By studying the reaction of a diphenylphosphinophenol with oxiranes, we were able to answer the question of why tertiary phosphines are poor initiators for epoxy homopolymerization, but perfect for curing epoxy phenolic resins. The paper describes the formation of phosphonium phenolate zwitterions from the reaction of 2,4-di-tert-butyl-6-(diphenylphosphino)phenol and various oxirane derivatives. Decomposition studies of the zwitterions showed high thermal stability in solution under ambient conditions. In the homopolymerization of oxiranes, triphenylphosphine deactivates via Wittig chemistry to form allyloxy derivatives and triphenylphosphine oxide via the intermediate initial zwitterion. This pathway is blocked by the addition of phenols, as the alkoxide group present in the initial zwitterion is protonated by the phenol, thereby inhibiting oxaphosphetane formation and ultimately the formation of olefins and phosphine oxides.

  2D Ion Conductors

Back to the (my) roots: nuclear spin relaxation and two-dimensional ionic hopping; the diversity of NMR. Even for powder samples NMR is able to tell us about spatial restrictions to which the ions are subjected in layer-structured materials. See Florian's NMR measurements on Li₃InCl₆ in Phys. Rev. B (link)

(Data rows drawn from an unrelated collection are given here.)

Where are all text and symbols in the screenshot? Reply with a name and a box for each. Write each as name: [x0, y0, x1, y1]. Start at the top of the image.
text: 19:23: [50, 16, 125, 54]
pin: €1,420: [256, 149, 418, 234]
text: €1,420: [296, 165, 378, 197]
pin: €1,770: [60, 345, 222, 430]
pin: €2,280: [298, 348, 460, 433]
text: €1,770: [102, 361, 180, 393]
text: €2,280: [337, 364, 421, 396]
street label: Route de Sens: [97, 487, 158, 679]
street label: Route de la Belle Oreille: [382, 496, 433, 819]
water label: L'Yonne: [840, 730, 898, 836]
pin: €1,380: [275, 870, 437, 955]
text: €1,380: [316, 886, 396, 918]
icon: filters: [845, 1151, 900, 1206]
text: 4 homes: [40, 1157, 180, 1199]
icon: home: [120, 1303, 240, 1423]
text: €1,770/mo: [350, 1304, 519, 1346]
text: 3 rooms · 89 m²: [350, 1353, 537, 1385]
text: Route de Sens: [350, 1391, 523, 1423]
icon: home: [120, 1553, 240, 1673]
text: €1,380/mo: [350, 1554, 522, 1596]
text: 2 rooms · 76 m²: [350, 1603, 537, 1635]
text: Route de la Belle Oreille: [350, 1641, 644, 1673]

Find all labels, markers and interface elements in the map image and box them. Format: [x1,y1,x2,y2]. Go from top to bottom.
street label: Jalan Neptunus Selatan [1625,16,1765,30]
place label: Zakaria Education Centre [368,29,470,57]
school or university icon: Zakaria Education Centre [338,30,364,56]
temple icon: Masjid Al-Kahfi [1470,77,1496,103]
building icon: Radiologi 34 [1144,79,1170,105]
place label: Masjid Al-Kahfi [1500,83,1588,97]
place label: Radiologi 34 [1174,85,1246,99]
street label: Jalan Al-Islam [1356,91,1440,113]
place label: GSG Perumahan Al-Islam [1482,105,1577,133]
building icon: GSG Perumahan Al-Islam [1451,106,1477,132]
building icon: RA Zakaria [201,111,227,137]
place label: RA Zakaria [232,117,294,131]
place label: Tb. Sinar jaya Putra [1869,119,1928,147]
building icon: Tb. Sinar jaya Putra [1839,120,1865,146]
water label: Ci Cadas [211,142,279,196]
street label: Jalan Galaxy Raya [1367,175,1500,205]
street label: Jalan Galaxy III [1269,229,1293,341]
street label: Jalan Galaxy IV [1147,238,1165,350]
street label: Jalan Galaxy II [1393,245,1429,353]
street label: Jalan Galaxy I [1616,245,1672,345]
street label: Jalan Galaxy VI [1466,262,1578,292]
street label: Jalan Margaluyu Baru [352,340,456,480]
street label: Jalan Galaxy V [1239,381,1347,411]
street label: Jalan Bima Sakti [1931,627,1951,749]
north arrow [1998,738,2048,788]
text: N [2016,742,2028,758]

  Klaus Reichmann re-elected as the AuCerS Chairman

Ao.Univ.Prof. Dr. Klaus Reichmann has been re-elected as the Chairman of the Austrian Ceramic Society (AucerS). AuCerS is the central platform for industrial and academic ceramic research in Austria and is a full member of the European Ceramic Society (ECerS). The society promotes research and development in the field of ceramics, supports students and young scientists, and represents Austrian ceramists in international organizations.

  AuCerS "Young Scientist Award 2024" for Jurij Koruza

At the 12^th Workshop and General Assembly of the Austrian Ceramic Society (AuCerS), Assoc. Prof. Jurij Koruza has received the “AuCerS Young Scientist Award 2024” for his work on ferroelectric and piezoelectric ceramics. The award is given to young researchers in Austria for outstanding contributions to the field of ceramic materials.

  Guest lecture Dr. Andreas Klingler

At the invitation of Dr. E. Rossegger, Dr. Andreas Klingler (Leibniz-Institut für Verbundwerkstoffe GmbH) will gave a talk entitled "About the transition phenomena of vitrimers – a thermo-optics and thermo-mechanics perspective" on May 27^th.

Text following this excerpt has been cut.